▶ Prompt
Every line from the beginning of the data through the line containing "0 #979795) drop-shadow(-2px" should be reproduced exactly, and no further lines should be output.
↓
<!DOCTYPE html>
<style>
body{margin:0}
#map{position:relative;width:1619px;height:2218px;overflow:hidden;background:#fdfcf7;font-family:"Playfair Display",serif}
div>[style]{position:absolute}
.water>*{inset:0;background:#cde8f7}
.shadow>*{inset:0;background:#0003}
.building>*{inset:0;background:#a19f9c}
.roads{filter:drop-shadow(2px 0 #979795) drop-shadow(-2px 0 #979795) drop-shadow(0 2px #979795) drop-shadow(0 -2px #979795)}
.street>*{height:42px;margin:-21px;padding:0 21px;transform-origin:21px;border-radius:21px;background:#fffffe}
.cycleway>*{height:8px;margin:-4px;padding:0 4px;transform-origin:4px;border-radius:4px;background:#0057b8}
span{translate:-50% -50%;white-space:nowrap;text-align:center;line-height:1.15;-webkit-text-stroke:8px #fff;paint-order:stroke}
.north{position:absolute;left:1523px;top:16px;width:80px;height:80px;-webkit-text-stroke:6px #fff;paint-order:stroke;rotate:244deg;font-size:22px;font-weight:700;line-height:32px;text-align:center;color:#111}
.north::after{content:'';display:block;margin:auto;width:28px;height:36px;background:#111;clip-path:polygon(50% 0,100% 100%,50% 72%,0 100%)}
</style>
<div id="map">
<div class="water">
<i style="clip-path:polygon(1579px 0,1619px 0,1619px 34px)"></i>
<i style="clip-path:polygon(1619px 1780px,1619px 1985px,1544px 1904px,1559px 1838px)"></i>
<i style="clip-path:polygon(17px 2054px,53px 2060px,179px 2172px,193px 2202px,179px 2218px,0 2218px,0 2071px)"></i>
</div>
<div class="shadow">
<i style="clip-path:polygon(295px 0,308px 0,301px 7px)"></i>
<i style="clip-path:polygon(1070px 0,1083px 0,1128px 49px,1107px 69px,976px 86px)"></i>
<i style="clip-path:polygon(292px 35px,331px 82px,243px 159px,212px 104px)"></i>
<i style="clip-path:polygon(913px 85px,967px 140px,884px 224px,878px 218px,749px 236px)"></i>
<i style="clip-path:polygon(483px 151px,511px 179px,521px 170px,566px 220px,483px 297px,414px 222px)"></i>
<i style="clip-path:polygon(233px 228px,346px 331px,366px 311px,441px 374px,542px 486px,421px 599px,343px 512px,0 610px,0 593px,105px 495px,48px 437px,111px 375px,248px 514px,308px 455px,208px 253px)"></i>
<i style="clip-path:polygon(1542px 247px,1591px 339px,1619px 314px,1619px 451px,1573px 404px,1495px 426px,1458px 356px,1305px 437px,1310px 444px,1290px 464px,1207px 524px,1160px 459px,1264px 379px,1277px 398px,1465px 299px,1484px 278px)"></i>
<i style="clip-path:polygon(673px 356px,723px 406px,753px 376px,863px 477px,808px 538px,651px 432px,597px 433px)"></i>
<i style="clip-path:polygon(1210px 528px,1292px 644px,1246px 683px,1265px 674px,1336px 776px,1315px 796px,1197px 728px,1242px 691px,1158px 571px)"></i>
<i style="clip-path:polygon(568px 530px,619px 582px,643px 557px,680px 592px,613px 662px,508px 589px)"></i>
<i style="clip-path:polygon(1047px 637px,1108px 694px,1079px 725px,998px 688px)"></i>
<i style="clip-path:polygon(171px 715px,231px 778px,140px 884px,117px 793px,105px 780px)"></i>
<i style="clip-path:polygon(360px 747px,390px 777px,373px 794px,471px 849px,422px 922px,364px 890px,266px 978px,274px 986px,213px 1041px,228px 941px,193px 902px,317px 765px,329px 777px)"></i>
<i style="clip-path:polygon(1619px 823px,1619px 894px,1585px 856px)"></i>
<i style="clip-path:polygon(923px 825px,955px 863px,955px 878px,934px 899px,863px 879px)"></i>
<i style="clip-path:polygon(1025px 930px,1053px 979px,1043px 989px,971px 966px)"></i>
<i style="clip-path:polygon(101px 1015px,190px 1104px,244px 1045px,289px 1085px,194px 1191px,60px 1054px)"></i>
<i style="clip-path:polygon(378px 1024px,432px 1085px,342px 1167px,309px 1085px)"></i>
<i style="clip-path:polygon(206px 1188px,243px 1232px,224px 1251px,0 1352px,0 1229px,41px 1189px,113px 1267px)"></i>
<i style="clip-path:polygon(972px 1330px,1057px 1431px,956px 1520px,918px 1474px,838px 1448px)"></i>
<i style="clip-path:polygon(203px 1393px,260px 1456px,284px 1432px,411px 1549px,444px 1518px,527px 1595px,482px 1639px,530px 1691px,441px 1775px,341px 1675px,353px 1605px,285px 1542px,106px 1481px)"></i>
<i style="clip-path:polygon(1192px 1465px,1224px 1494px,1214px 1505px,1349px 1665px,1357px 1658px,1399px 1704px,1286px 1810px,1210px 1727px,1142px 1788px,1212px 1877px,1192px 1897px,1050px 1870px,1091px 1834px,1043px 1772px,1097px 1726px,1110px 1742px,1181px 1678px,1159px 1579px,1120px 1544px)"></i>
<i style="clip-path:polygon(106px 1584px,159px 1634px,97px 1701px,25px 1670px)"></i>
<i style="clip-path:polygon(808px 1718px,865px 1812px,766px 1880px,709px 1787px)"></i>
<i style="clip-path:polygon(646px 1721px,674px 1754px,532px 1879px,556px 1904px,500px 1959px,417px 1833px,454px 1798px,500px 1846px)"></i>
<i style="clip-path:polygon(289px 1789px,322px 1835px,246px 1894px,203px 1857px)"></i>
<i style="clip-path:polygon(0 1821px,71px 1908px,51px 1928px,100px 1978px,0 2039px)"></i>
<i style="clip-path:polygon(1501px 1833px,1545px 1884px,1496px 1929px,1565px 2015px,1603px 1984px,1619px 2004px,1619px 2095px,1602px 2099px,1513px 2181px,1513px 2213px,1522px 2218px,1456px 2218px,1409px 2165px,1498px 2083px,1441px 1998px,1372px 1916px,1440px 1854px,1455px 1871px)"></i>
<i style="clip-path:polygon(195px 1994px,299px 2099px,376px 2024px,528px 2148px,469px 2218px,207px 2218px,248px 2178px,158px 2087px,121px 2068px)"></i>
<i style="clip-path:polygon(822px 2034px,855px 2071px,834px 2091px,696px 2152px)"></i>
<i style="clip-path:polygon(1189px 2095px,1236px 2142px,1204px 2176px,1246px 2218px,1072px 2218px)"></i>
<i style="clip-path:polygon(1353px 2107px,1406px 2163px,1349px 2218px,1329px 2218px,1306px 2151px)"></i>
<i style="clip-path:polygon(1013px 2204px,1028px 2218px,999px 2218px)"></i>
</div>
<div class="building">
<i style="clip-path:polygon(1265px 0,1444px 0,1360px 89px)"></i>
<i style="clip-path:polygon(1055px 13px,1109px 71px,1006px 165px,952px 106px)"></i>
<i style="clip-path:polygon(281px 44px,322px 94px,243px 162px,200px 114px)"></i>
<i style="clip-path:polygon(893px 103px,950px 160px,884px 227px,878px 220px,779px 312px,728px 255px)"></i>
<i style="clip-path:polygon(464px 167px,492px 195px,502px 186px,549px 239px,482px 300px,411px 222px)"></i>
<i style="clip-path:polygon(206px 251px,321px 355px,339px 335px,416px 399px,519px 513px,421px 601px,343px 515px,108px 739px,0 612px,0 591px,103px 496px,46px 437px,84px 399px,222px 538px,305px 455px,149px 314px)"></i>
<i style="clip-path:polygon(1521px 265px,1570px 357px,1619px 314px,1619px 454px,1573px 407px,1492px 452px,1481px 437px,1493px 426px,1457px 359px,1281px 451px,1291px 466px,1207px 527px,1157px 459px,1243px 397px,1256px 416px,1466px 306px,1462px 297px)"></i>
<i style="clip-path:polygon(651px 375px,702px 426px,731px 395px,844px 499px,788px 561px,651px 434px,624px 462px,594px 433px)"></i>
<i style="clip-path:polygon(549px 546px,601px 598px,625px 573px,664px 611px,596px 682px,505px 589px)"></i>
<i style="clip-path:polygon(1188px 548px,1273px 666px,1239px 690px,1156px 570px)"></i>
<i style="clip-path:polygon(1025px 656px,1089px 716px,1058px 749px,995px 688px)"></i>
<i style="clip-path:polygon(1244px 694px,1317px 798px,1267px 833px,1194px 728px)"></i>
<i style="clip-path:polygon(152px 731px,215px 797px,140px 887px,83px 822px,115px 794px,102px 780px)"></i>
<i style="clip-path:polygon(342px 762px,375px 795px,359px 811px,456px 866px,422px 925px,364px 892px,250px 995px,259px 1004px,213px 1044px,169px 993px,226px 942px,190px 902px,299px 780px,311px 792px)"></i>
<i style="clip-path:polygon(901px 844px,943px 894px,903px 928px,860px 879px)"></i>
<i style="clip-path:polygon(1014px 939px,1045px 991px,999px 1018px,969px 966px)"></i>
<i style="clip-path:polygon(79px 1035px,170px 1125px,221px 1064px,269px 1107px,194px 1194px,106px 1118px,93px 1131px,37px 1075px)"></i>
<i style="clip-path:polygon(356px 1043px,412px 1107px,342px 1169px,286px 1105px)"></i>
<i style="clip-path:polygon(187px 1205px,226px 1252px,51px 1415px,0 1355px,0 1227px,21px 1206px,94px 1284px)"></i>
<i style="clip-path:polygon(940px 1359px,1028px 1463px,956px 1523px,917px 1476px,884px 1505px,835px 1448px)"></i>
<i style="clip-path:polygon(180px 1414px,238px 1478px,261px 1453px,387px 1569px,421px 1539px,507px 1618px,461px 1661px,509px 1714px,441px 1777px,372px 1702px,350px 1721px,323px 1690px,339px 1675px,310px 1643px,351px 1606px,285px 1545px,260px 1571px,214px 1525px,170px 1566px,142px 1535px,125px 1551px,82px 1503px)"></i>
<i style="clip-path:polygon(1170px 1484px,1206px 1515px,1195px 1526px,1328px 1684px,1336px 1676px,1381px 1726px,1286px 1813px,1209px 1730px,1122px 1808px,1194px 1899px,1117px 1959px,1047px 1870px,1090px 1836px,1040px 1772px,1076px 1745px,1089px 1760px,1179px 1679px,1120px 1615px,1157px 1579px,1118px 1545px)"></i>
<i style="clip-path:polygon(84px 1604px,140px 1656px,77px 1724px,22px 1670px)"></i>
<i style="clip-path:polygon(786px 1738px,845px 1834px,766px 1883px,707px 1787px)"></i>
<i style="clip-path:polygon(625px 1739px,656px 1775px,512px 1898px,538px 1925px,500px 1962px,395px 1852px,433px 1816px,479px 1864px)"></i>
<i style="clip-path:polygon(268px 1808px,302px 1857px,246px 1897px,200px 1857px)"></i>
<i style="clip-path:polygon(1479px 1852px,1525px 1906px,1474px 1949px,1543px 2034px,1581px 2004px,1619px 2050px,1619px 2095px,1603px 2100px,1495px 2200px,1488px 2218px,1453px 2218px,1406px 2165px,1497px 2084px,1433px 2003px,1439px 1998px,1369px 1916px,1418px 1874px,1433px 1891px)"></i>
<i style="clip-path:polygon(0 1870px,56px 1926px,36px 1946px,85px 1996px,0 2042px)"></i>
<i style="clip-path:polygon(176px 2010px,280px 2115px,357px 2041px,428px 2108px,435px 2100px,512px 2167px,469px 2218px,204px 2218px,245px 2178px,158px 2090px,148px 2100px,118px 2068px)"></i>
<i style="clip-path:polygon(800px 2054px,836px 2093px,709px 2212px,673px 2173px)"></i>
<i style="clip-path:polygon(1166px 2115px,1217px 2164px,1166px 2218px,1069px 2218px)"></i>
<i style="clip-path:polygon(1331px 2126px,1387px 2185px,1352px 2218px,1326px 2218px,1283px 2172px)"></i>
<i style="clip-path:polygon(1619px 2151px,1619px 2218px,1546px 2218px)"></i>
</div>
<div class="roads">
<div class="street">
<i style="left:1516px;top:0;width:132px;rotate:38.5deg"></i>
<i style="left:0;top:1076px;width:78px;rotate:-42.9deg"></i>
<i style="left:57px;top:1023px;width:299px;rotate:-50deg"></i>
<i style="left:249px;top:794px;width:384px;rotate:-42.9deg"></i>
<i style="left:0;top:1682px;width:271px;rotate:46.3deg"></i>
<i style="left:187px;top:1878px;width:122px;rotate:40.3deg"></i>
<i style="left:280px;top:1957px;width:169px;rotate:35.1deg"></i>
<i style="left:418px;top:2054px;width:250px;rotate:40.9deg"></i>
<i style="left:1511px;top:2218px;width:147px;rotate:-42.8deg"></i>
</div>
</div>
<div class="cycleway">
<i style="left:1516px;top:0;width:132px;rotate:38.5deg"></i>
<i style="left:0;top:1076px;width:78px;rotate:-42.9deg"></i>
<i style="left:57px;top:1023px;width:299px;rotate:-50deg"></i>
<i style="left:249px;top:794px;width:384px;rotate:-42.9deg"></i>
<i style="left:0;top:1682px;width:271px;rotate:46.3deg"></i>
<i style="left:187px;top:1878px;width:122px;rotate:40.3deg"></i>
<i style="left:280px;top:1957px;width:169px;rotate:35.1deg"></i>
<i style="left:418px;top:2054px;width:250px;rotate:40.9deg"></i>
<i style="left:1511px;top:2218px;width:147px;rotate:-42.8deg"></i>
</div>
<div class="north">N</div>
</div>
↑
▶ Solution for this task
<!DOCTYPE html>
<style>
body{margin:0}
#map{position:relative;width:1619px;height:2218px;overflow:hidden;background:#fdfcf7;font-family:"Playfair Display",serif}
div>[style]{position:absolute}
.water>*{inset:0;background:#cde8f7}
.shadow>*{inset:0;background:#0003}
.building>*{inset:0;background:#a19f9c}
.roads{filter:drop-shadow(2px 0 #979795) drop-shadow(-2px 0 #979795) drop-shadow(0 2px #979795) drop-shadow(0 -2px #979795)}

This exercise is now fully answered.